Wolverine declined to comment for this story, as it has since the news service first reported on the proposed plant almost two years ago.

But in frequent public comments, company executives maintain that a new coal plant would provide a better deal for customers than continuing to purchase power from other utilities, which Wolverine has done for decades. The executives also claim that demand for electricity in the company’s service area—larges swaths of northern and western Lower Michigan—will continue to rise.

The company’s analysis, submitted to the state on June 8 and open to written public comments through July 9, repeats those same points.

But critics say the document ignores sharp shifts in the state and country that are drastically changing the state’s energy future.

Changing Times
Those shifts include Michigan’s severe recession, which has cut energy demand. They also include state legislation passed last October and administrative policies announced by Governor Jennifer Granholm in February that will also cut demand, bring more renewable energy online, and likely create thousands of new energy efficiency and clean-energy jobs in the state.

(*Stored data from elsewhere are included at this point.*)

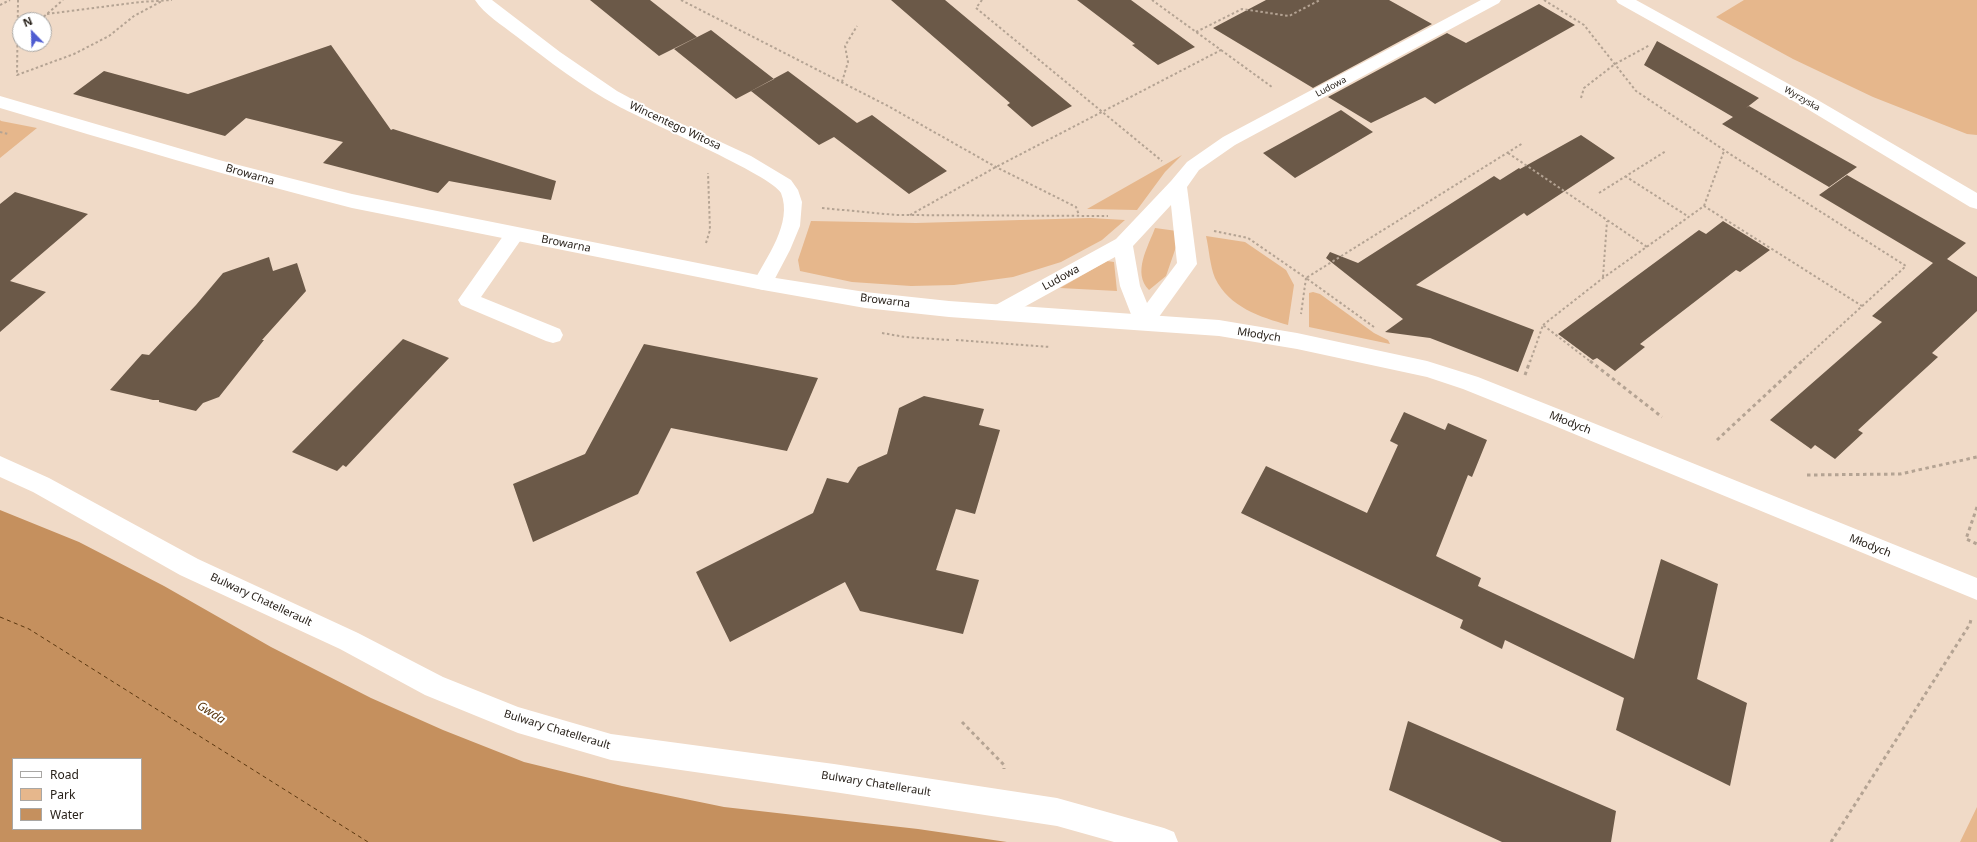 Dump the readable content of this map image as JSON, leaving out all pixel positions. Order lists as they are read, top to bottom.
{
  "streets": {
    "street": [
      "Ludowa",
      "Wyrzyska",
      "Wincentego Witosa",
      "Browarna",
      "Młodych",
      "Bulwary Chatellerault"
    ]
  },
  "crossings": [
    ["Ludowa", "Browarna"],
    ["Wincentego Witosa", "Browarna"],
    ["Browarna", "Młodych"]
  ],
  "water": ["Gwda"],
  "legend": ["Road", "Park", "Water"],
  "north": "top left"
} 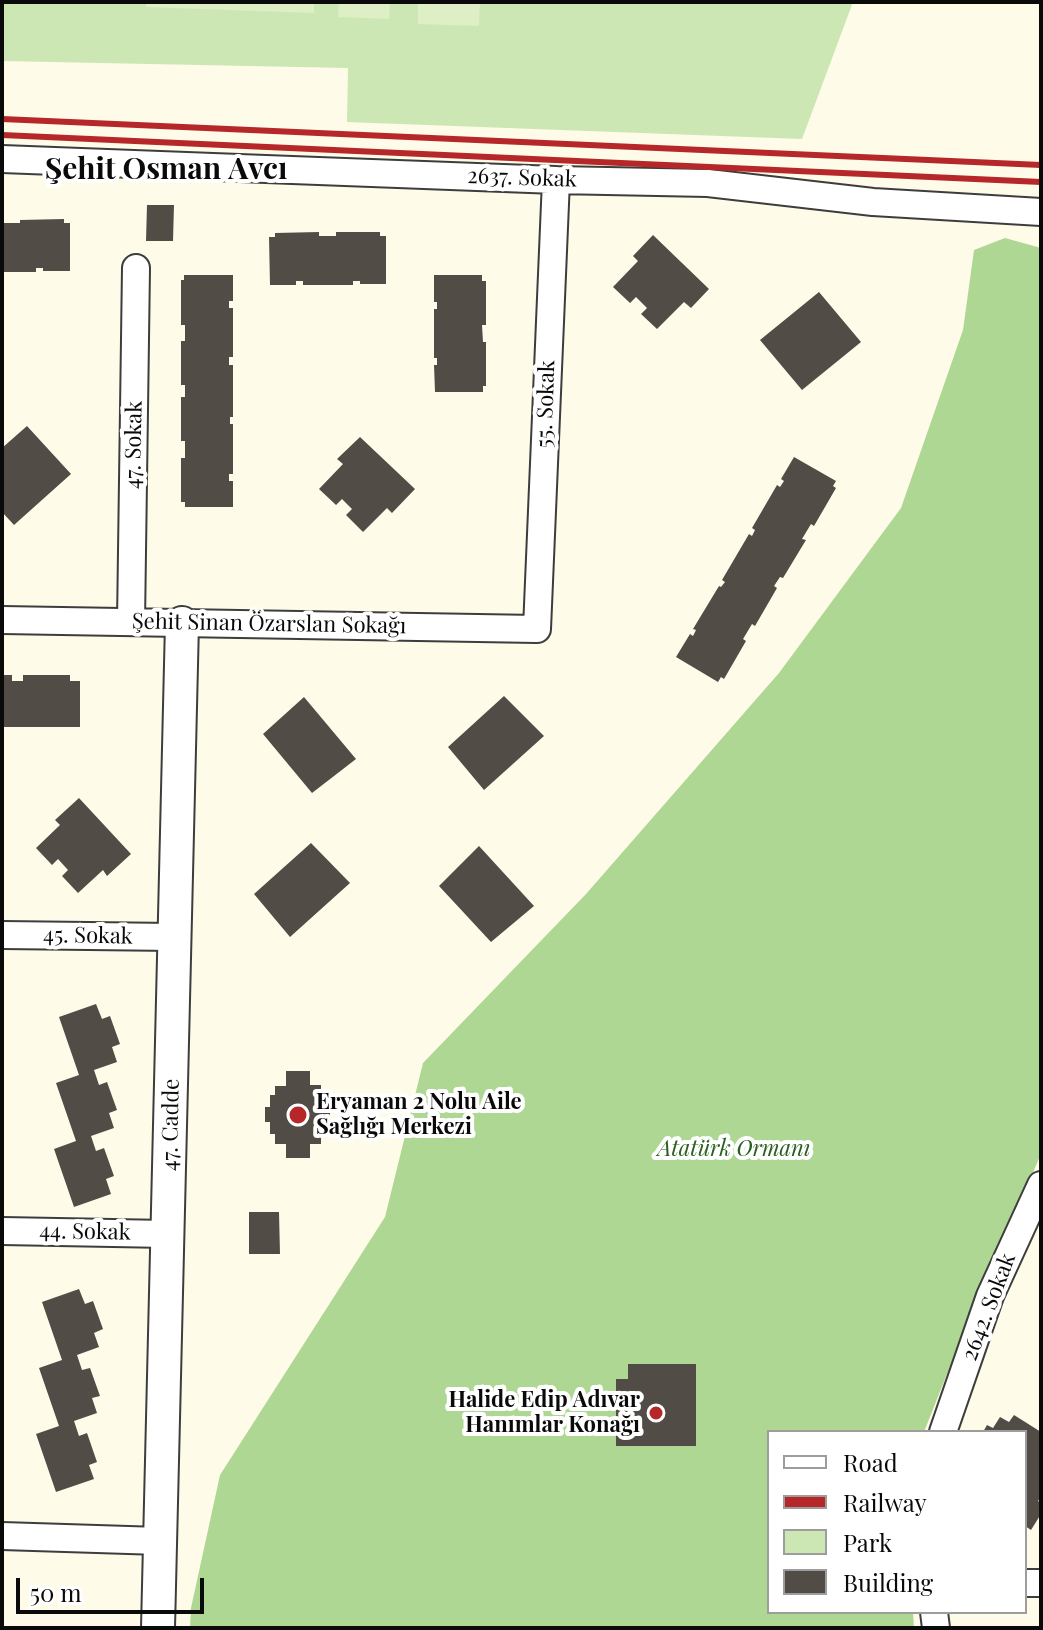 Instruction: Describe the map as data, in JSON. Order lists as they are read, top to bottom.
{
  "streets": {
    "street": [
      "2637. Sokak",
      "55. Sokak",
      "47. Sokak",
      "Şehit Sinan Özarslan Sokağı",
      "45. Sokak",
      "47. Cadde",
      "44. Sokak",
      "2642. Sokak"
    ]
  },
  "crossings": [
    ["2637. Sokak", "55. Sokak"],
    ["55. Sokak", "Şehit Sinan Özarslan Sokağı"],
    ["47. Sokak", "Şehit Sinan Özarslan Sokağı"],
    ["Şehit Sinan Özarslan Sokağı", "47. Cadde"],
    ["45. Sokak", "47. Cadde"],
    ["47. Cadde", "44. Sokak"]
  ],
  "districts": ["Şehit Osman Avcı"],
  "parks": ["Atatürk Ormanı"],
  "places": ["Eryaman 2 Nolu Aile Sağlığı Merkezi", "Halide Edip Adıvar Hanımlar Konağı"],
  "legend": [
    "Road",
    "Railway",
    "Park",
    "Building"
  ],
  "scale_bar": "50 m"
} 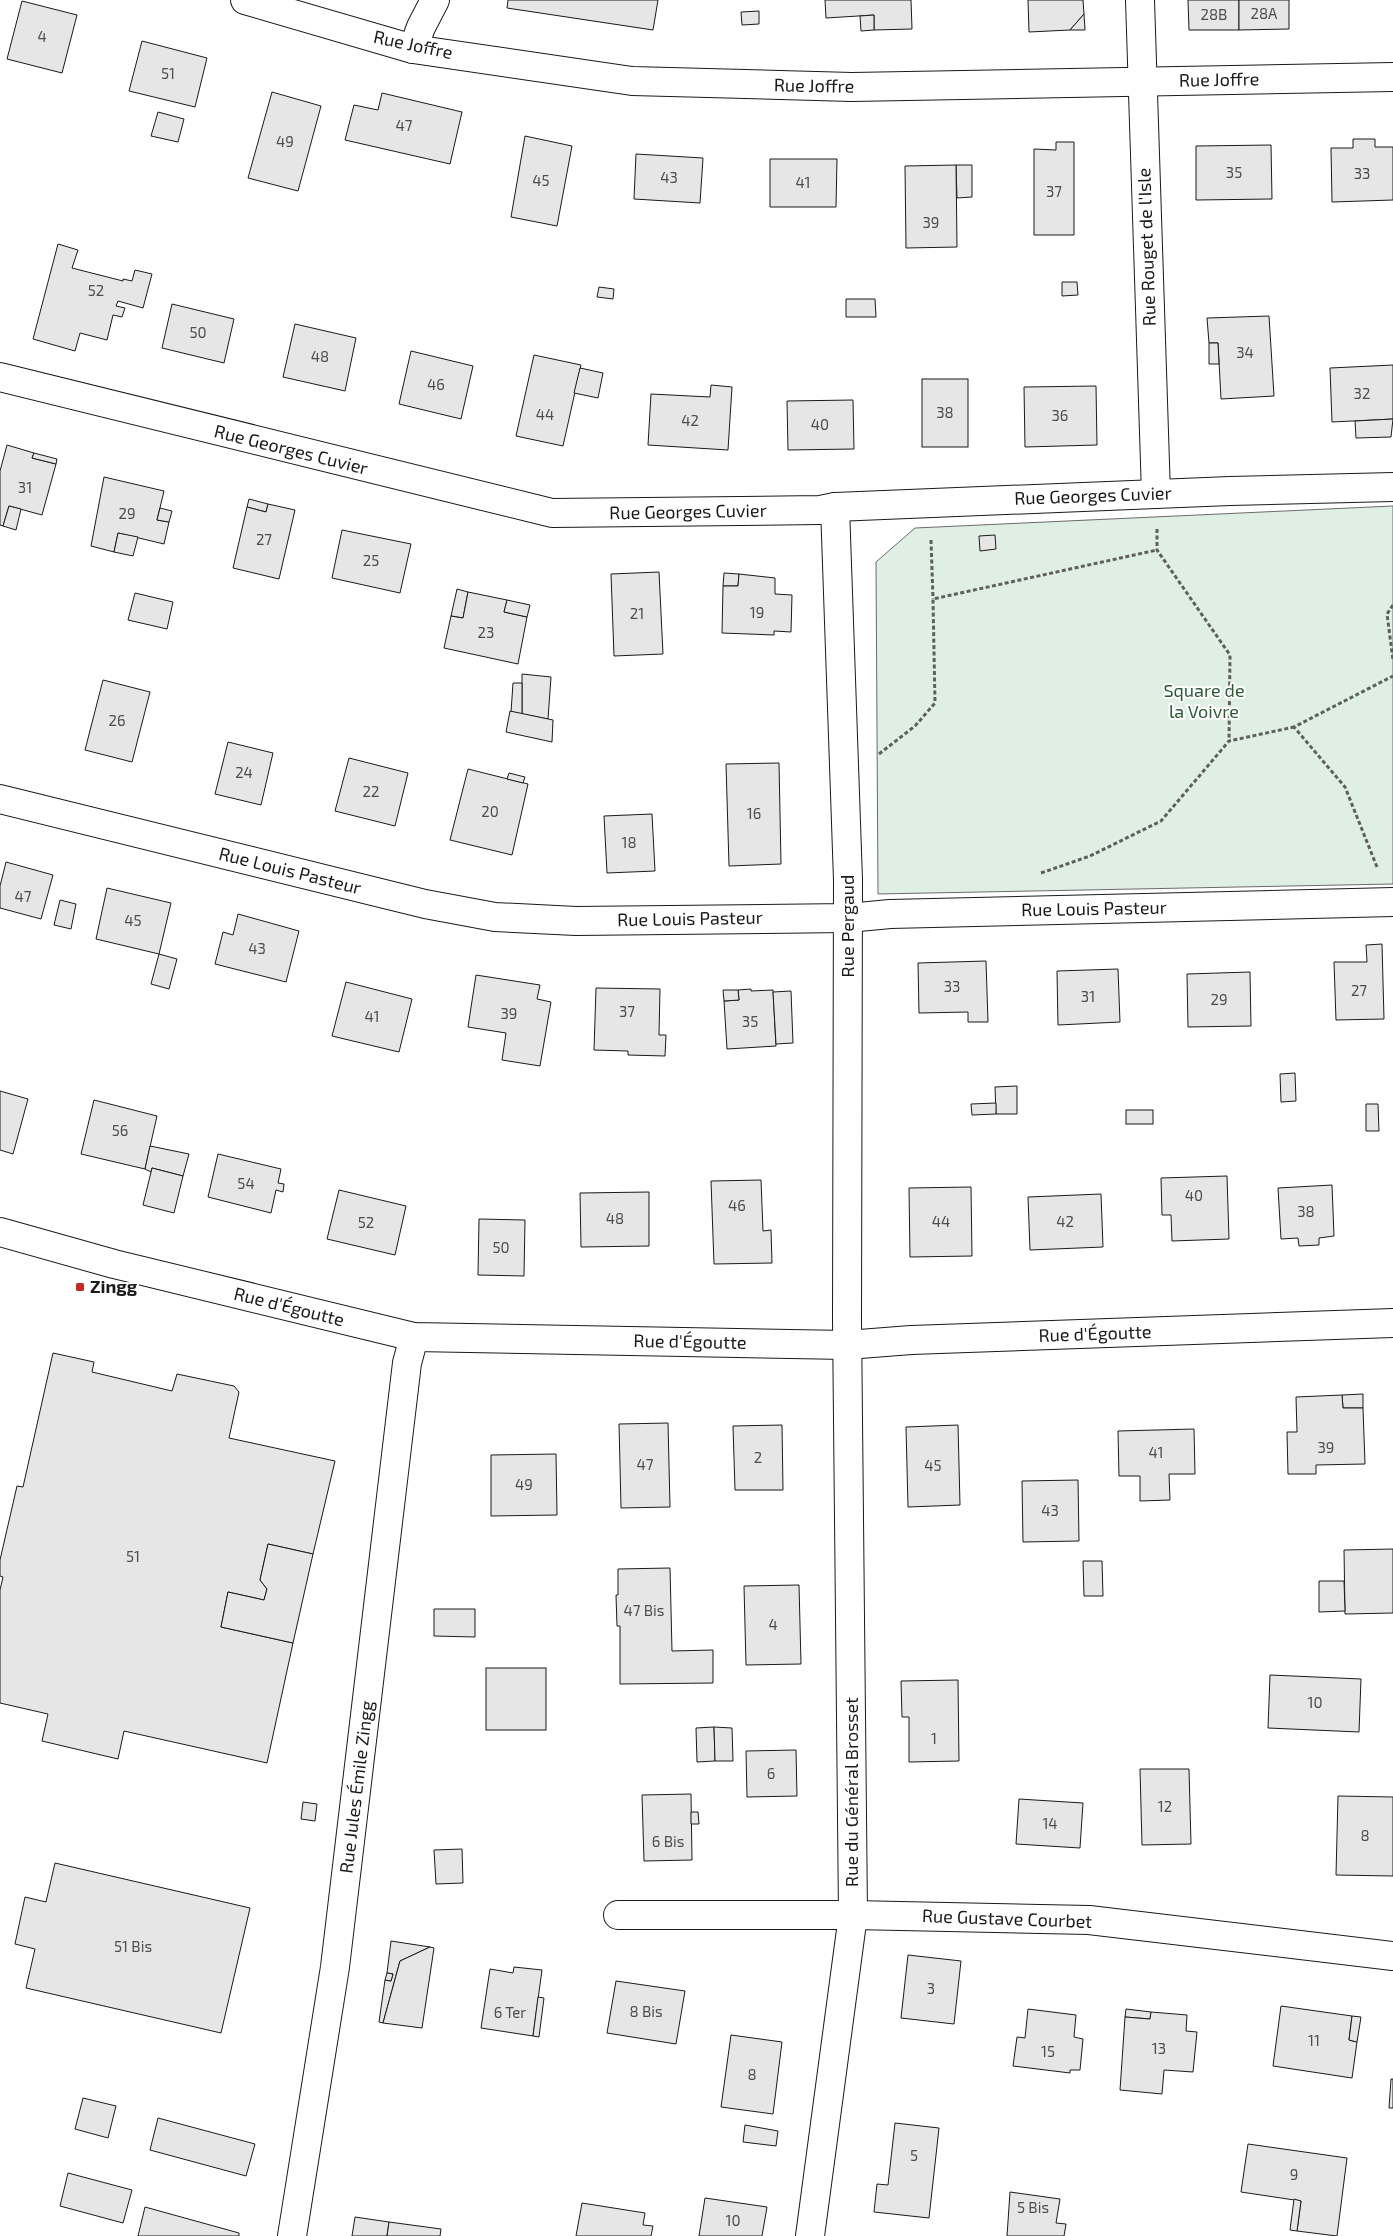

Change at the national level is also affecting Michigan, the critics say. The recently enacted American Recovery and Reinvestment Act is pumping money into energy-saving home weatherization and advancing wind, solar, and other clean-energy development; meanwhile, the U.S. House of Representatives just passed legislation that would impose fees on the copious amounts of heat-trapping gases emitted by coal plants.

The critics said that Wolverine’s analysis mostly ignores these and other sweeping changes in the American energy industry—including news reports of falling electricity demand across the country that began before the current economic crisis. Wolverine’s critics also point to a statement this spring by a top federal energy official that the country may never need another new coal or nuclear power plant.

These big changes foster doubts about Wolverine’s projections of its electricity needs.

“Their demand forecasts are too high,” James Clift, a policy director with the Lansing-based Michigan Environmental Council, said of Wolverine’s filing. “Wolverine fails to fully implement extremely cost-effective energy efficiency measures and therefore, this document leads to a suggestion of building an oversized power plant.”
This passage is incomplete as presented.